今年12月に行われる茨城県議会一般選挙に向け、6月県議会最終日(6月16日)に、議員定数の見直し条例が議員提案で提出されることになりました。
 つくば市選挙区の定数を現行の3から4に増やし、古河市選挙区を2から1へと減らし、潮来市と行方市は合区して定数2とする条例案となります。県議会各会派の内、自民党、自民県政クラブ、公明党の共同提案となります。民主清新クラブは、共同提案者にはなりませんが、改正案自体には賛成するため、改選案は賛成多数で成立する見込みです。
 県議の選挙区定数については、選挙区ごとの人口と定数が比例していないため、問題視されていました。各選挙区の議員1人あたりの県民人口は、トップの龍ヶ崎市(定数1)が7万8954人を数えるのに対し、最下位の東茨城郡北部(1)は2万7304人と、その差は2.89倍に上っています。さらに、平成の大合併が進んだために新たに誕生した市町で、県議会の選挙区が分かれるといった不合理が生じました。(例えば、水戸市は旧水戸市選挙区と旧東茨城郡北部選挙区に分かれます)
 井手よしひろ県議ら公明党は抜本的な見直しを提案し、定数条例の改正案を2004年9月の県議会に提案しましたが、賛成少数で否決されました。その結果、大幅な見直しは、2010年の県議選まで持ち越されることになりました。(県議の選挙区割りに関する条例、自民党案を可決
 しかし、昨年10月に行われた国勢調査の結果、人口規模では逆転した日立市とつくば市が議員定数では5と3と、差が大きいなど、特に目立った不均衡は是正すべきであるとの意見に集約されました。
県議選区割り 1増1減案提出へ ほぼ全会派が同意
茨城新聞(2006/06/15 朝刊1面)
 今年12月の県議選にについて、現在の選挙区割りを維持した上、つくば市区・古河市区(旧古河市区域)の定数を一増一減する条例改正案が、16日の県議会6月定例会最終日に議員提案される。当日の採決で議会のほぼ全会派が足並みをそろえて賛成する見通し。「平成の大合併」で揺れた県議選の選挙区問題は、区割りの現状維持を県議会のほぼ総意として最終決着する。

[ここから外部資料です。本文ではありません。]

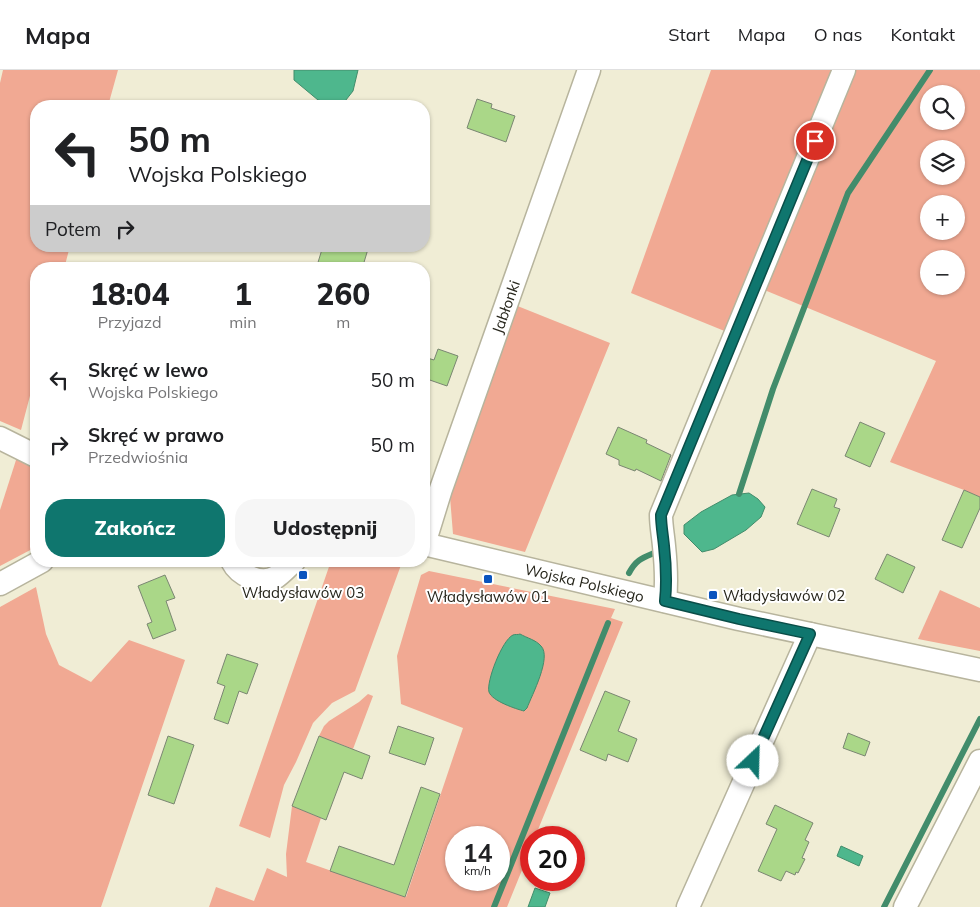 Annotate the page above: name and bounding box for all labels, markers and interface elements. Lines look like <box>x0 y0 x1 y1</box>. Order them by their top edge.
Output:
text: Mapa <box>25 20 91 50</box>
text: Start <box>668 23 710 46</box>
text: Mapa <box>738 23 786 46</box>
text: O nas <box>814 23 863 46</box>
text: Kontakt <box>891 23 955 46</box>
map controls <box>920 85 965 295</box>
button: search <box>920 85 965 130</box>
text: 50 m <box>128 117 211 161</box>
icon: left <box>45 120 110 185</box>
pin <box>794 120 836 162</box>
icon: arrive <box>801 127 829 155</box>
button: layers <box>920 140 965 185</box>
text: Wojska Polskiego <box>128 160 307 188</box>
button: + <box>920 195 965 240</box>
icon: right <box>111 215 139 243</box>
text: Potem <box>45 217 101 241</box>
button: − <box>920 250 965 295</box>
text: 18:04 <box>90 275 170 313</box>
text: 1 <box>234 275 252 313</box>
text: 260 <box>316 275 370 313</box>
street label: Jabłonki <box>487 277 524 336</box>
text: Przyjazd <box>98 312 162 332</box>
text: min <box>229 312 257 332</box>
text: m <box>336 312 350 332</box>
text: Skręć w lewo <box>88 358 208 382</box>
icon: left <box>45 366 73 394</box>
text: 50 m <box>371 368 415 392</box>
text: Wojska Polskiego <box>88 382 218 402</box>
text: Skręć w prawo <box>88 423 224 447</box>
icon: right <box>45 431 73 459</box>
text: 50 m <box>371 433 415 457</box>
text: Przedwiośnia <box>88 447 188 467</box>
button: Zakończ <box>45 499 225 557</box>
button: Udostępnij <box>235 499 415 557</box>
street label: Wojska Polskiego <box>523 559 646 606</box>
marker: Władysławów 03 <box>297 569 309 581</box>
marker: Władysławów 01 <box>482 573 494 585</box>
place label: Władysławów 03 <box>242 583 364 602</box>
place label: Władysławów 02 <box>723 586 845 605</box>
place label: Władysławów 01 <box>427 587 549 606</box>
marker: Władysławów 02 <box>707 589 719 601</box>
position arrow <box>726 734 778 786</box>
speed limit sign: 20 <box>520 826 585 891</box>
text: 14 <box>462 837 493 868</box>
text: km/h <box>464 863 491 878</box> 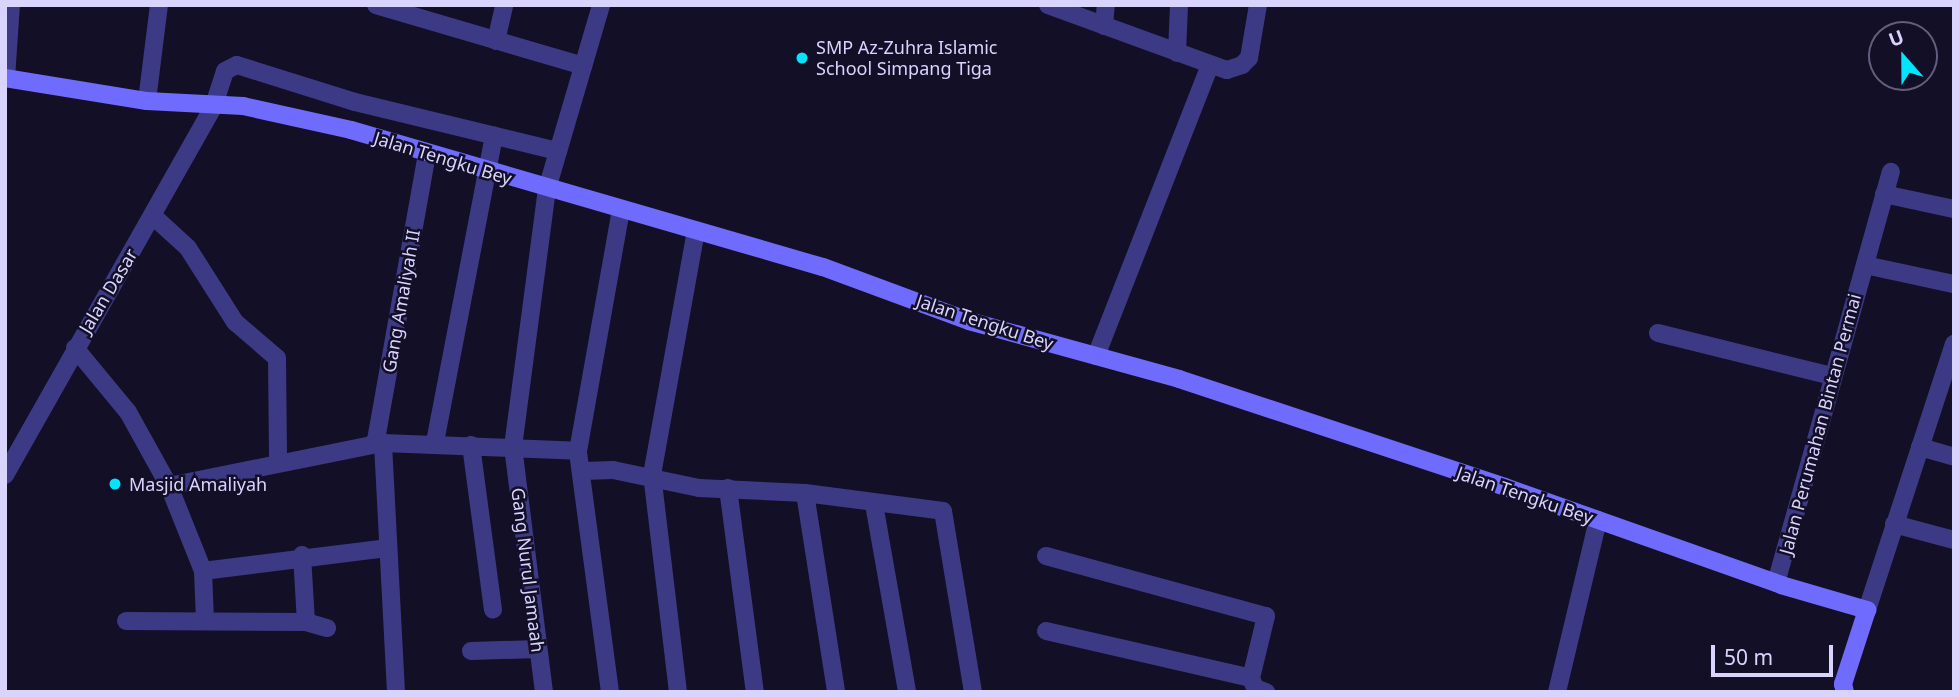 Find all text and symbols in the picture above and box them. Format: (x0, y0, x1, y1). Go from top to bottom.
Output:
north arrow (1868, 21, 1938, 91)
text: U (1885, 24, 1908, 53)
place label: SMP Az-Zuhra Islamic School Simpang Tiga (816, 37, 998, 80)
marker: SMP Az-Zuhra Islamic School Simpang Tiga (794, 50, 810, 66)
street label: Jalan Tengku Bey (372, 127, 514, 189)
street label: Gang Amaliyah II (378, 228, 424, 374)
street label: Jalan Dasar (74, 245, 142, 337)
street label: Jalan Tengku Bey (914, 290, 1056, 354)
street label: Jalan Perumahan Bintan Permai (1775, 291, 1865, 557)
street label: Jalan Tengku Bey (1454, 462, 1596, 528)
place label: Masjid Amaliyah (129, 473, 267, 495)
marker: Masjid Amaliyah (107, 476, 123, 492)
street label: Gang Nurul Jamaah (507, 486, 549, 654)
scale bar (1714, 630, 1836, 674)
text: 50 m (1724, 643, 1773, 671)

 改正案は県議選挙区(全35区)の区割りを現行通り据え置くことを前提に、昨年の国勢調査の結果を踏まえ、つくば市区の定数を1増の4議席、古河市区を1減の1議席に見直す内容。併せて、行方郡区(定数2)の区割りを維持するため、潮来市選挙区と旧麻生町・旧北浦町・旧玉造町選挙区(現行方市)を「合区」する措置も付加される。
 改正条例の議案提案者には最大会派の自民党(46人)のほか、第二会派の自民県政クラブ(7人)、公明党(3人)の各代表も加わる。民主党系の民主清新クラブ(5人)は共同提案に加わらないが、当日の議案採決では賛成に回る見通し。提案に加わらなかったのは、同党の最大支援組織・連合茨城が区割りの見直しを求める請願を県議会に提出している事情に配慮したため、とみられる。
 県議選挙区は前回2002年改選以降の一連の市町村合併で、現在の市町村の枠組みとは合致しなくなっている。ただ、合併特例法は合併後一回の改選に限り、従来の区割りを維持できる特例措置を設けている。このため県議会は04年9月、この規定を適用した県議選挙区の合併特例条例を成立させたが、この採決の際、賛成したのは自民党と自民県政クラブの二会派だけで、民主清新ク、公明の両会派は区割りの全面見直しを求めて反対に回っていた。
 区割りの現状維持に同意する理由について、公明党代表の足立寛作県議は「本来であれば、現在の新たな市町村の枠組みに沿って見直すのがいいが、選挙は約半年後であり既に時間切れだ。次善の策としてやむを得ない」と話している。民主清新クラブも現行区割りの維持が今回限りの暫定措置であることに加え、県議の総定数(65)を現行枠内に収めた会派間の調整の努力を評価している。